Miguel Jiménez Amaro

Queridos amigos:

En el año 67 los universitarios franceses plantaron cara a De Gaulle, llevaron al país a una huelga general y a la dimisión del ex general, concluyendo en una de las revueltas más festivas de la historia, la de Mayo del 68, la del lema: ‘La imaginación al poder’. Aquel aire fresco llegó a la universidad española, fue la época en la que apartaron de las cátedras a Agustín García Calvo, Enrique Tierno Galván y José Luis López Aranguren.

Desde que me acerqué a los libros, prohibidos, que me pusieron al tanto de estas dos experiencias, la una en París, y la otra en Madrid, sentí total empatía por ellas, como la siento por el Evangelio, Sidharta, El Viaje a Ixtián de Carlos Castañeda, Bakunin, el Principe Kropotkin, el buen cava, el buen vino, la buena comida y el Tantra Yoga. En el año 67 murió mi abuelo, en mayo precisamente, entre delirios de dolor en los que clamaba por su madre. No hubo ningún amigo de la profesión que viniese a pincharle un poco de morfina para aliviarle aquellos grandes dolores.
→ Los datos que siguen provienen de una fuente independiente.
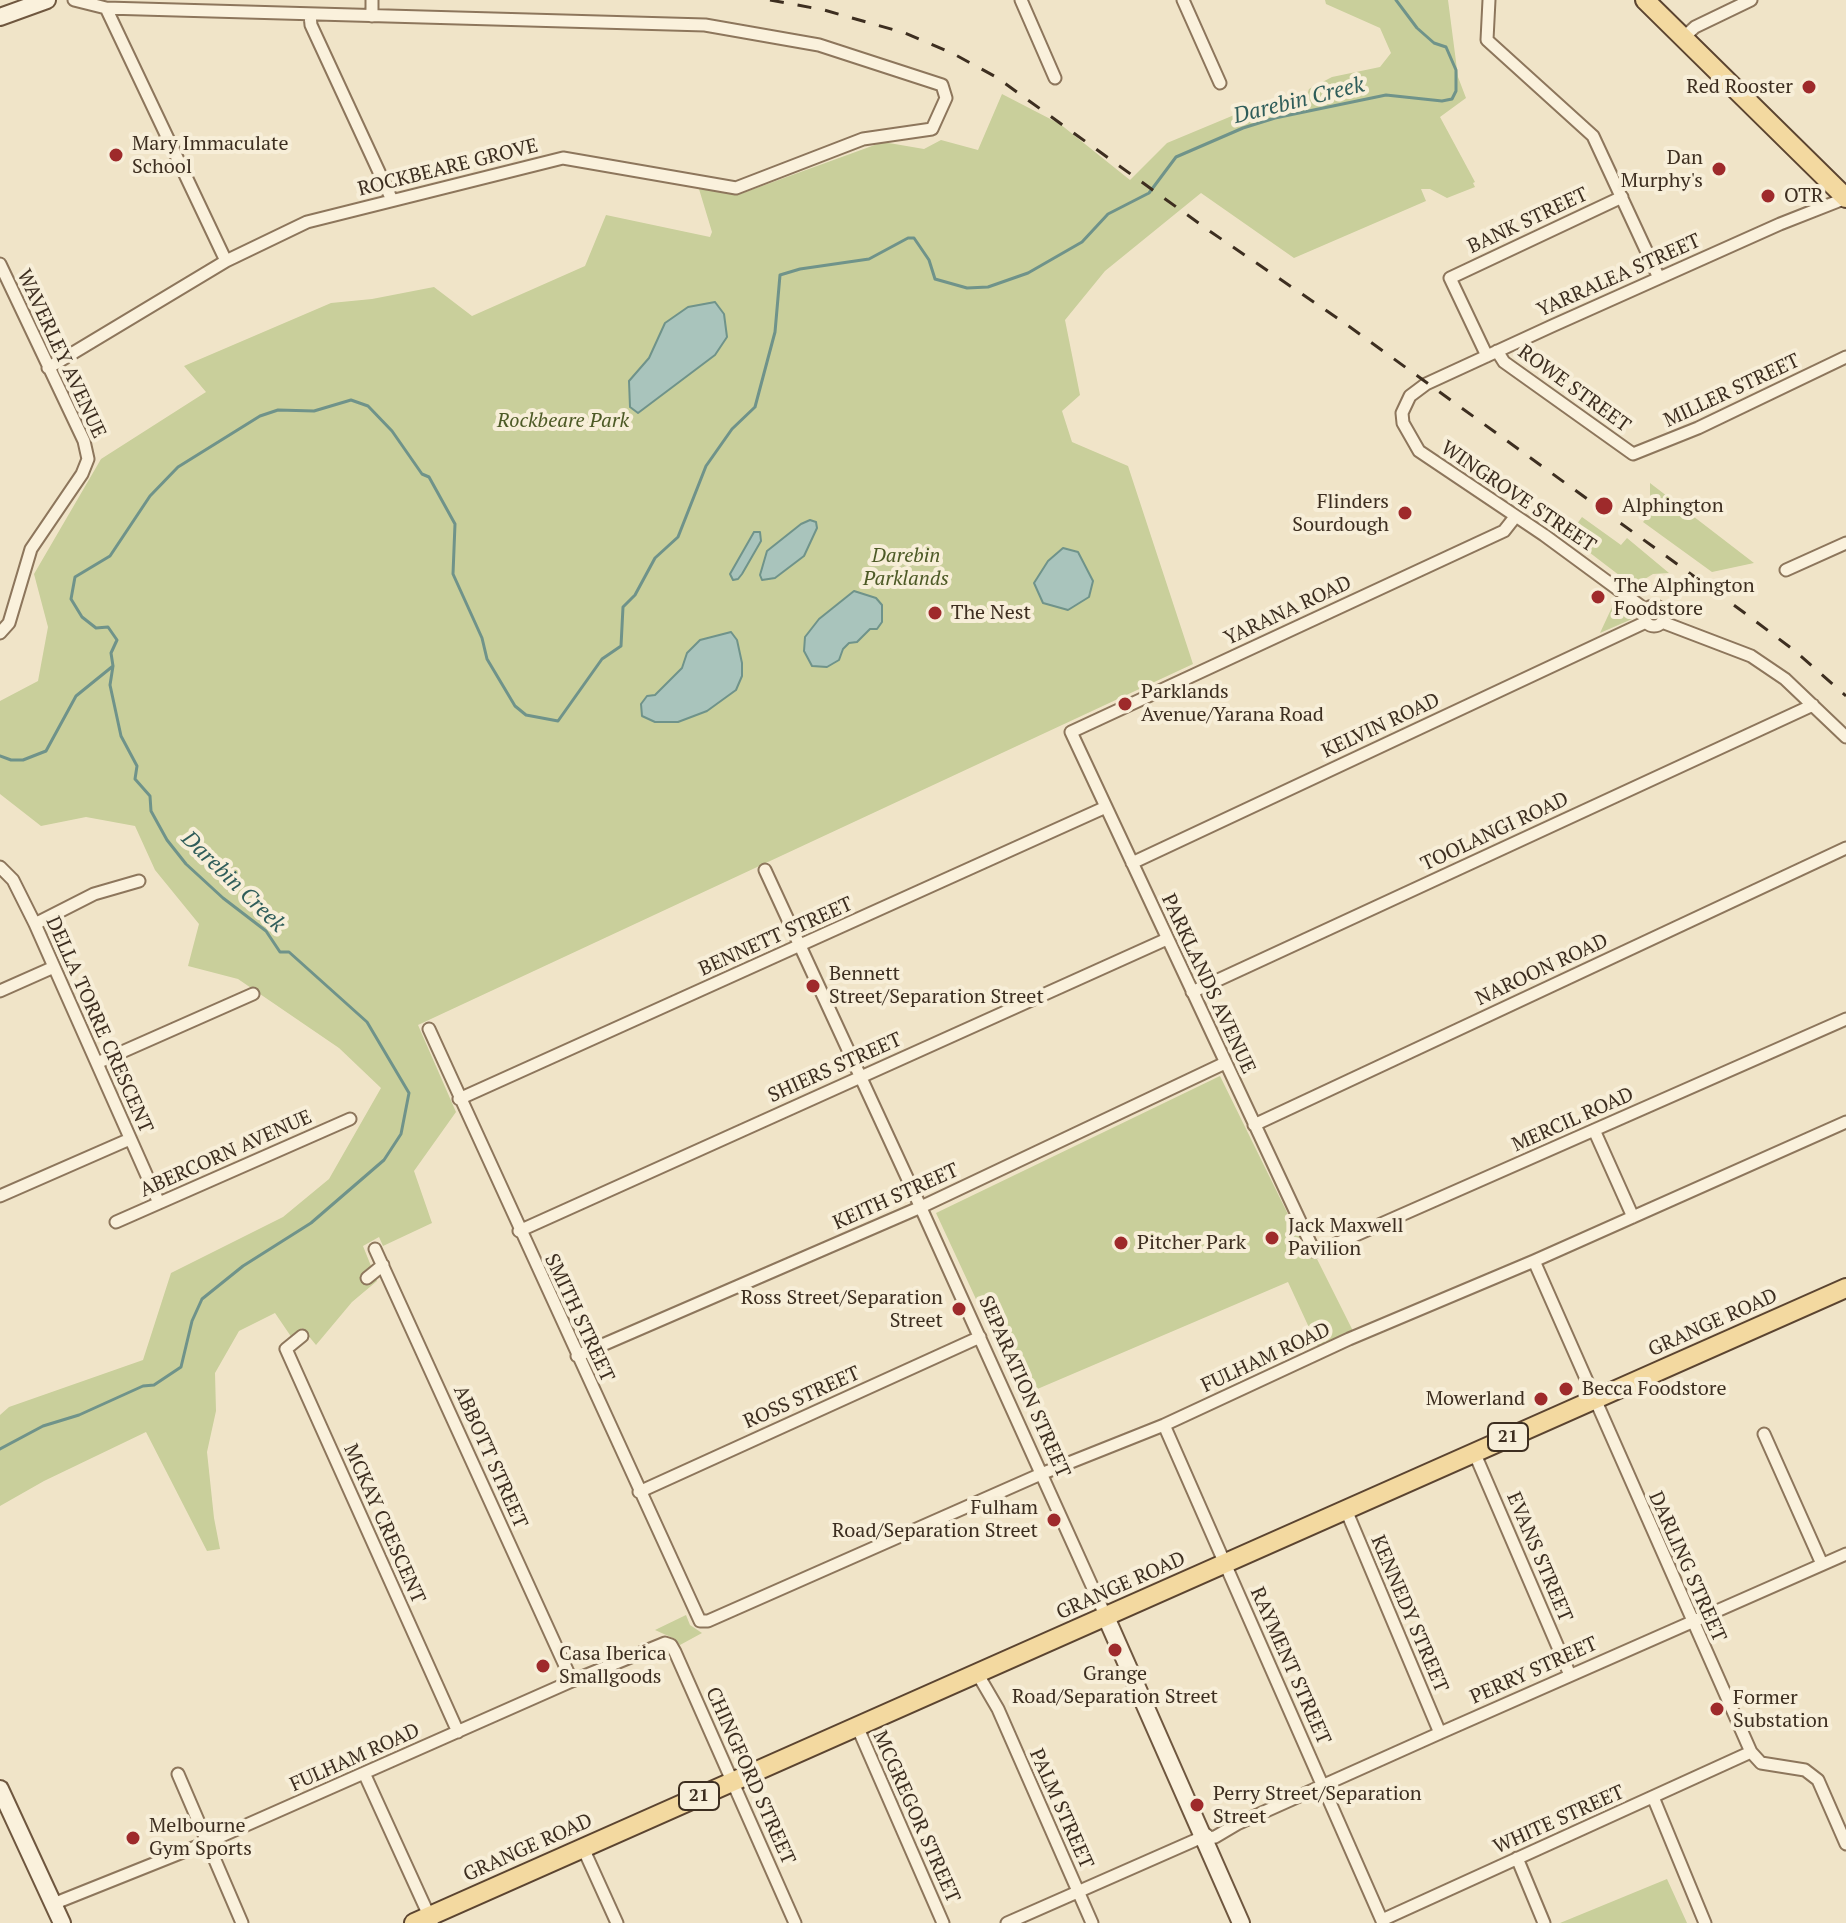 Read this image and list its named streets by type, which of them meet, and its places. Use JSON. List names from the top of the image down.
{
  "streets": {
    "main road": ["GRANGE ROAD", "21"],
    "street": [
      "ROCKBEARE GROVE",
      "BANK STREET",
      "YARRALEA STREET",
      "WAVERLEY AVENUE",
      "ROWE STREET",
      "MILLER STREET",
      "WINGROVE STREET",
      "YARANA ROAD",
      "KELVIN ROAD",
      "TOOLANGI ROAD",
      "BENNETT STREET",
      "NAROON ROAD",
      "PARKLANDS AVENUE",
      "DELLA TORRE CRESCENT",
      "SHIERS STREET",
      "MERCIL ROAD",
      "ABERCORN AVENUE",
      "KEITH STREET",
      "SMITH STREET",
      "FULHAM ROAD",
      "SEPARATION STREET",
      "ROSS STREET",
      "ABBOTT STREET",
      "MCKAY CRESCENT",
      "EVANS STREET",
      "DARLING STREET",
      "KENNEDY STREET",
      "RAYMENT STREET",
      "PERRY STREET",
      "CHINGFORD STREET",
      "PALM STREET",
      "MCGREGOR STREET",
      "WHITE STREET"
    ]
  },
  "crossings": [
    ["ROCKBEARE GROVE", "WAVERLEY AVENUE"],
    ["BANK STREET", "ROWE STREET"],
    ["YARRALEA STREET", "ROWE STREET"],
    ["YARRALEA STREET", "WINGROVE STREET"],
    ["ROWE STREET", "MILLER STREET"],
    ["WINGROVE STREET", "YARANA ROAD"],
    ["WINGROVE STREET", "KELVIN ROAD"],
    ["YARANA ROAD", "PARKLANDS AVENUE"],
    ["KELVIN ROAD", "PARKLANDS AVENUE"],
    ["TOOLANGI ROAD", "PARKLANDS AVENUE"],
    ["BENNETT STREET", "PARKLANDS AVENUE"],
    ["BENNETT STREET", "SMITH STREET"],
    ["BENNETT STREET", "SEPARATION STREET"],
    ["NAROON ROAD", "PARKLANDS AVENUE"],
    ["PARKLANDS AVENUE", "SHIERS STREET"],
    ["PARKLANDS AVENUE", "MERCIL ROAD"],
    ["PARKLANDS AVENUE", "KEITH STREET"],
    ["DELLA TORRE CRESCENT", "ABERCORN AVENUE"],
    ["SHIERS STREET", "SMITH STREET"],
    ["SHIERS STREET", "SEPARATION STREET"],
    ["KEITH STREET", "SMITH STREET"],
    ["KEITH STREET", "SEPARATION STREET"],
    ["SMITH STREET", "FULHAM ROAD"],
    ["SMITH STREET", "ROSS STREET"],
    ["GRANGE ROAD", "SEPARATION STREET"],
    ["GRANGE ROAD", "EVANS STREET"],
    ["GRANGE ROAD", "DARLING STREET"],
    ["GRANGE ROAD", "KENNEDY STREET"],
    ["GRANGE ROAD", "RAYMENT STREET"],
    ["GRANGE ROAD", "CHINGFORD STREET"],
    ["GRANGE ROAD", "PALM STREET"],
    ["GRANGE ROAD", "MCGREGOR STREET"],
    ["FULHAM ROAD", "SEPARATION STREET"],
    ["FULHAM ROAD", "ABBOTT STREET"],
    ["FULHAM ROAD", "MCKAY CRESCENT"],
    ["FULHAM ROAD", "DARLING STREET"],
    ["FULHAM ROAD", "RAYMENT STREET"],
    ["FULHAM ROAD", "CHINGFORD STREET"],
    ["SEPARATION STREET", "ROSS STREET"],
    ["SEPARATION STREET", "PERRY STREET"],
    ["EVANS STREET", "PERRY STREET"],
    ["DARLING STREET", "PERRY STREET"],
    ["DARLING STREET", "WHITE STREET"],
    ["KENNEDY STREET", "PERRY STREET"],
    ["RAYMENT STREET", "PERRY STREET"],
    ["RAYMENT STREET", "WHITE STREET"],
    ["PERRY STREET", "PALM STREET"]
  ],
  "water": ["Darebin Creek"],
  "parks": ["Rockbeare Park", "Darebin Parklands"],
  "places": [
    "Red Rooster",
    "Mary Immaculate School",
    "Dan Murphy's",
    "OTR",
    "Alphington",
    "Flinders Sourdough",
    "The Alphington Foodstore",
    "The Nest",
    "Parklands Avenue/Yarana Road",
    "Bennett Street/Separation Street",
    "Jack Maxwell Pavilion",
    "Pitcher Park",
    "Ross Street/Separation Street",
    "Becca Foodstore",
    "Mowerland",
    "Fulham Road/Separation Street",
    "Grange Road/Separation Street",
    "Casa Iberica Smallgoods",
    "Former Substation",
    "Perry Street/Separation Street",
    "Melbourne Gym Sports"
  ]
}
Poco antes de estar convaleciente, mi abuelo tuvo que ir a Madrid, al tribunal de la Masonería. De allí trajo en el bolsillo de su americana un bolígrafo verde, que una vez llegado a La Palma, lo guardó en su mesa de noche, la mesa de noche que luego fue mi mesa de noche, y que yo tengo en la sala de catas de Las Cosas Buenas de Miguel, con un Buda, la diosa Shiva y la lamparilla de la mesa de noche de mi madre, que casi siempre suelo tener encendida, porque en la pared tengo varias fotos de ella.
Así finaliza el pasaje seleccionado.